Re: [PATCH] Add the latency-collector to tools

2021-02-15 Thread Steven Rostedt
On Mon, 15 Feb 2021 11:54:08 +
 wrote:

> Just a quick update: I was able to reproduce this weird behavior that I wrote
> about but it turned out to be a problem with my testing.
> 
> The test was faulty because of a mistake that I had made.
> 
> Sorry for the extra noise.

No problem. Thanks for letting me know.

-- Steve


Re: [PATCH] Add the latency-collector to tools

2021-02-15 Thread Viktor.Rosendahl
On Fri, 2021-02-12 at 13:16 +0100, Viktor Rosendahl wrote:
> 
> 
> However, for some reason I cannot reproduce the behavior now, allthough I use
> exactly the same kernel.
> 
> Because humans are more often at fault than computers, I cannot deny the
> possibility that I would have misconfigured something and it was all the
> result
> of a faulty test.
> 

Just a quick update: I was able to reproduce this weird behavior that I wrote
about but it turned out to be a problem with my testing.

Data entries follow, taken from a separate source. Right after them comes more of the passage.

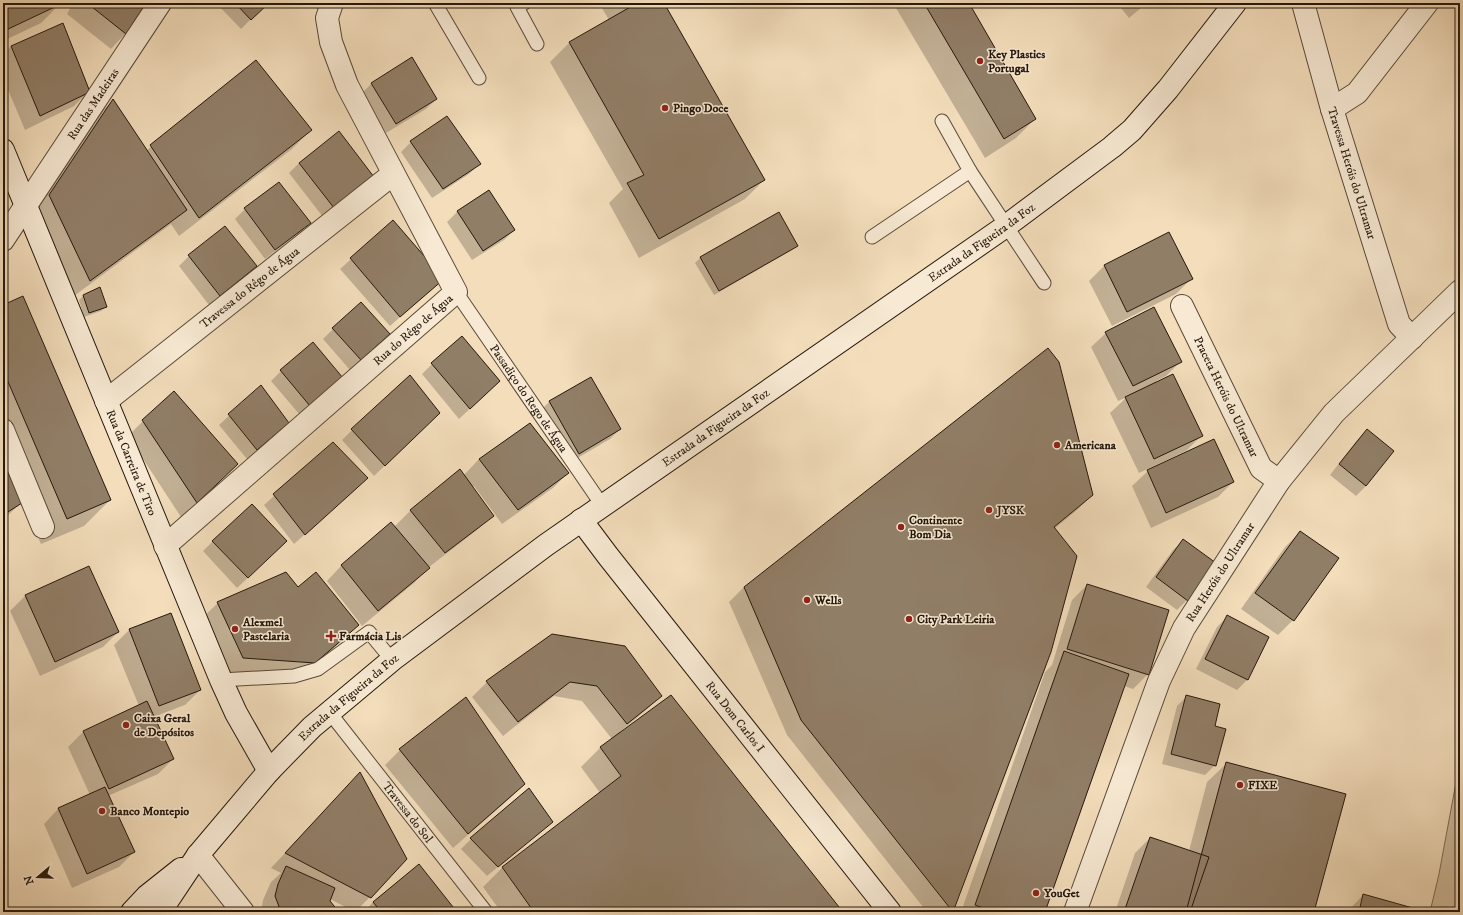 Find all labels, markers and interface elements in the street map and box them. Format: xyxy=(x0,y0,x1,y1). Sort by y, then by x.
place label: Key Plastics Portugal xyxy=(988,47,1045,76)
marker: Key Plastics Portugal xyxy=(975,56,985,66)
street label: Rua das Madeiras xyxy=(64,66,123,143)
place label: Pingo Doce xyxy=(673,101,729,116)
marker: Pingo Doce xyxy=(660,103,670,113)
street label: Travessa Heróis do Ultramar xyxy=(1324,105,1379,242)
street label: Estrada da Figueira da Foz xyxy=(926,200,1038,286)
street label: Travessa do Rêgo de Água xyxy=(197,243,303,332)
street label: Rua do Rêgo de Água xyxy=(370,291,457,369)
street label: Praceta Heróis do Ultramar xyxy=(1190,334,1262,460)
street label: Passadiço do Rego de Água xyxy=(486,342,571,456)
street label: Estrada da Figueira da Foz xyxy=(659,385,773,470)
street label: Rua da Carreira de Tiro xyxy=(103,407,160,518)
place label: Americana xyxy=(1064,438,1117,453)
marker: Americana xyxy=(1052,440,1062,450)
place label: JYSK xyxy=(995,503,1025,518)
marker: JYSK xyxy=(984,505,994,515)
place label: Continente Bom Dia xyxy=(909,513,962,542)
street label: Rua Heróis do Ultramar xyxy=(1183,519,1259,625)
marker: Continente Bom Dia xyxy=(896,522,906,532)
place label: Wells xyxy=(814,593,842,608)
marker: Wells xyxy=(802,595,812,605)
place label: City Park Leiria xyxy=(917,612,995,627)
marker: City Park Leiria xyxy=(904,614,914,624)
place label: Alexmel Pastelaria xyxy=(242,615,290,644)
marker: Alexmel Pastelaria xyxy=(230,624,240,634)
place label: Farmácia Lis xyxy=(339,629,401,644)
marker: Farmácia Lis xyxy=(326,631,336,641)
street label: Estrada da Figueira da Foz xyxy=(295,651,402,745)
street label: Rua Dom Carlos I xyxy=(702,679,768,756)
place label: Caixa Geral de Depósitos xyxy=(134,711,194,740)
marker: Caixa Geral de Depósitos xyxy=(121,720,131,730)
place label: FIXE xyxy=(1248,778,1278,793)
street label: Travessa do Sol xyxy=(379,779,436,846)
marker: FIXE xyxy=(1235,780,1245,790)
place label: Banco Montepio xyxy=(110,804,189,819)
marker: Banco Montepio xyxy=(97,806,107,816)
north arrow xyxy=(18,857,58,897)
text: N xyxy=(21,873,38,886)
place label: YouGet xyxy=(1043,886,1080,901)
marker: YouGet xyxy=(1031,888,1041,898) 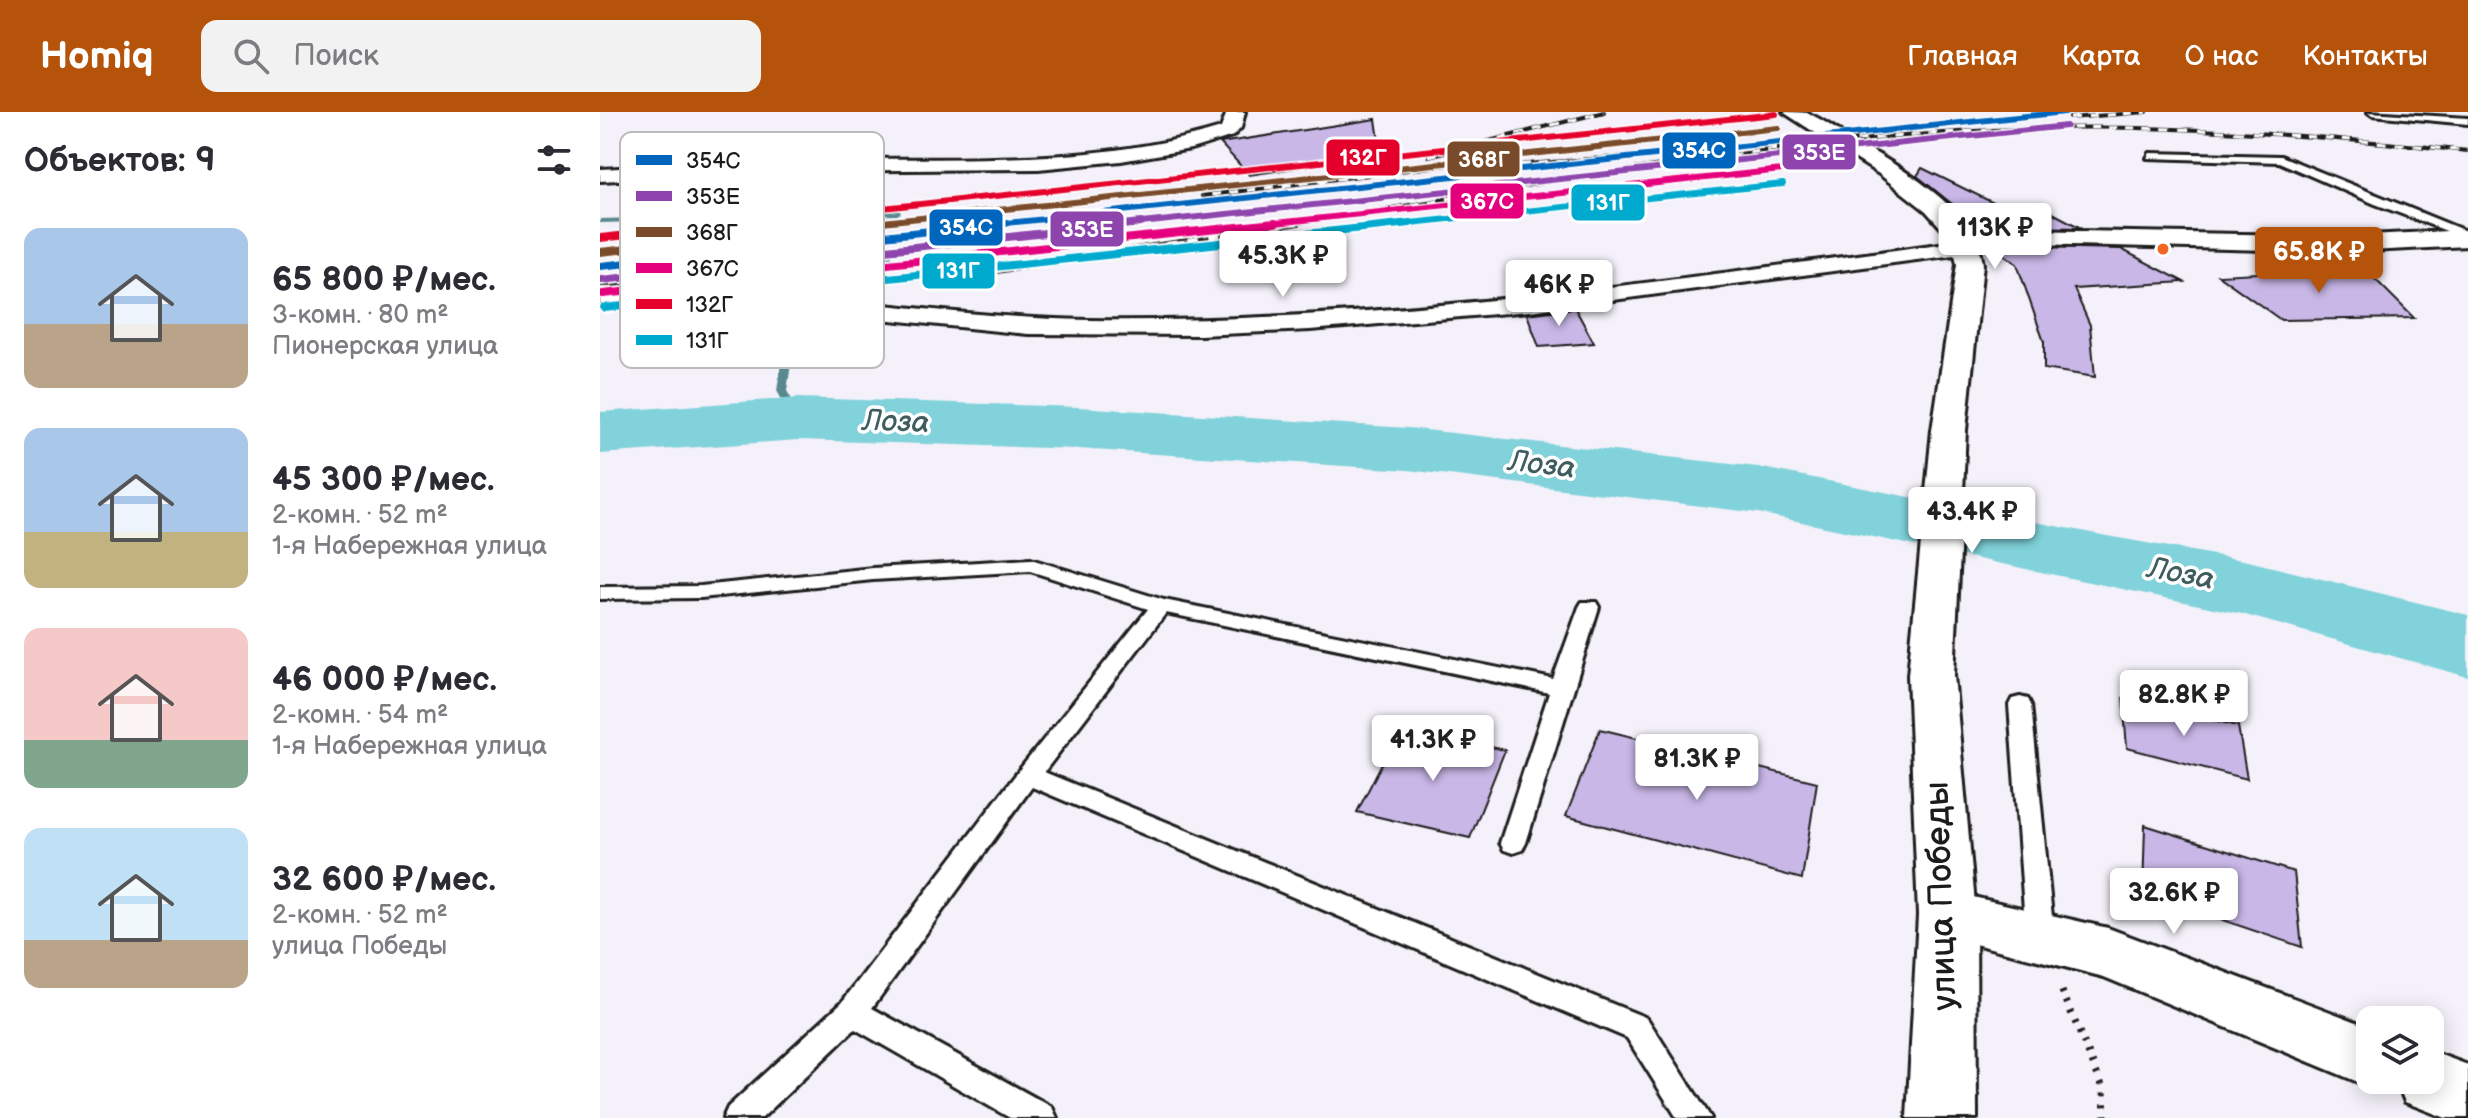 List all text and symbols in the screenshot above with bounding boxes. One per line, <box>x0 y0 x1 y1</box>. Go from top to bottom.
search box <box>201 20 761 92</box>
text: Homiq <box>40 34 153 79</box>
icon: search <box>229 34 273 78</box>
text: Поиск <box>293 38 379 74</box>
text: Главная <box>1907 40 2018 73</box>
text: Карта <box>2062 40 2141 73</box>
text: О нас <box>2185 40 2258 73</box>
text: Контакты <box>2302 40 2428 73</box>
line badge: 354С <box>1661 131 1737 170</box>
legend <box>620 132 884 368</box>
line badge: 353Е <box>1781 133 1857 171</box>
icon: filters <box>532 138 576 182</box>
line badge: 132Г <box>1325 138 1401 177</box>
text: 354С <box>1672 138 1726 165</box>
text: Объектов: 9 <box>24 140 215 181</box>
line badge: 368Г <box>1446 140 1521 178</box>
text: 353Е <box>1793 140 1845 167</box>
text: 132Г <box>1339 145 1387 172</box>
text: 368Г <box>1458 147 1511 174</box>
text: 354С <box>686 148 741 175</box>
line badge: 367С <box>1449 182 1525 220</box>
line badge: 131Г <box>1570 183 1646 222</box>
text: 353Е <box>686 184 740 211</box>
text: 367С <box>1460 189 1514 216</box>
text: 131Г <box>1586 190 1630 217</box>
pin: 113K ₽ <box>1930 203 2060 271</box>
line badge: 354С <box>928 208 1004 247</box>
line badge: 353Е <box>1049 210 1125 248</box>
text: 113K ₽ <box>1957 213 2033 244</box>
text: 354С <box>939 215 993 242</box>
text: 353Е <box>1061 217 1113 244</box>
text: 368Г <box>686 220 738 247</box>
pin: 65.8K ₽ <box>2245 227 2393 295</box>
pin: 45.3K ₽ <box>1209 231 1357 299</box>
text: 65.8K ₽ <box>2273 237 2365 268</box>
text: 45.3K ₽ <box>1237 241 1329 272</box>
unlabelled marker <box>2155 241 2171 257</box>
line badge: 131Г <box>921 252 996 290</box>
text: 367С <box>686 256 739 283</box>
text: 131Г <box>936 258 980 285</box>
text: 65 800 ₽/мес. <box>272 259 496 300</box>
icon: home <box>88 260 184 356</box>
pin: 46K ₽ <box>1503 260 1615 328</box>
text: 46K ₽ <box>1524 270 1594 301</box>
text: 132Г <box>686 292 733 319</box>
text: 3-комн. · 80 m² <box>272 300 449 331</box>
text: 131Г <box>686 328 729 355</box>
text: Пионерская улица <box>272 331 498 362</box>
water label: Лоза <box>860 403 930 441</box>
water label: Лоза <box>1505 443 1577 487</box>
text: 45 300 ₽/мес. <box>272 459 495 500</box>
icon: home <box>88 460 184 556</box>
pin: 43.4K ₽ <box>1898 487 2046 555</box>
text: 43.4K ₽ <box>1926 497 2018 528</box>
text: 2-комн. · 52 m² <box>272 500 448 531</box>
text: 1-я Набережная улица <box>272 531 547 562</box>
water label: Лоза <box>2143 550 2217 598</box>
text: 46 000 ₽/мес. <box>272 659 497 700</box>
icon: home <box>88 660 184 756</box>
pin: 82.8K ₽ <box>2110 670 2258 738</box>
text: 82.8K ₽ <box>2138 680 2230 711</box>
text: 2-комн. · 54 m² <box>272 700 448 731</box>
pin: 41.3K ₽ <box>1359 715 1507 783</box>
text: 41.3K ₽ <box>1390 725 1476 756</box>
text: 1-я Набережная улица <box>272 731 547 762</box>
pin: 81.3K ₽ <box>1623 734 1771 802</box>
text: 81.3K ₽ <box>1653 744 1741 775</box>
street label: улица Победы <box>1917 781 1965 1011</box>
text: 32 600 ₽/мес. <box>272 859 496 900</box>
icon: home <box>88 860 184 956</box>
pin: 32.6K ₽ <box>2100 868 2248 936</box>
text: 32.6K ₽ <box>2128 878 2220 909</box>
text: 2-комн. · 52 m² <box>272 900 448 931</box>
text: улица Победы <box>272 931 447 962</box>
map controls <box>2356 1006 2444 1094</box>
button: layers <box>2356 1006 2444 1094</box>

The test was faulty because of a mistake that I had made.

Sorry for the extra noise.

best regards,

Viktor


> I will let you know if come up with a way of reproducing this behavior later.
> I
> cannot spend more time on it right now.
> 
> > 



Re: [PATCH] Add the latency-collector to tools

2021-02-12 Thread Viktor.Rosendahl
On Thu, 2021-02-11 at 14:56 -0500, Steven Rostedt wrote:
> On Thu, 11 Feb 2021 17:17:42 +0100
> Viktor Rosendahl  wrote:
> 
> > It seems to work but I discovered during testing that it seems like newer
> > kernels have a tendency to lose some latencies in longer bursts. I guess
> > this
> > is likely to be another regression in the preemptirqsoff tracer.
> 
> Not sure what you mean by the above. I'd be interested in fixing it if is
> really a problem.


Sorry, my bad; I should have been more specific.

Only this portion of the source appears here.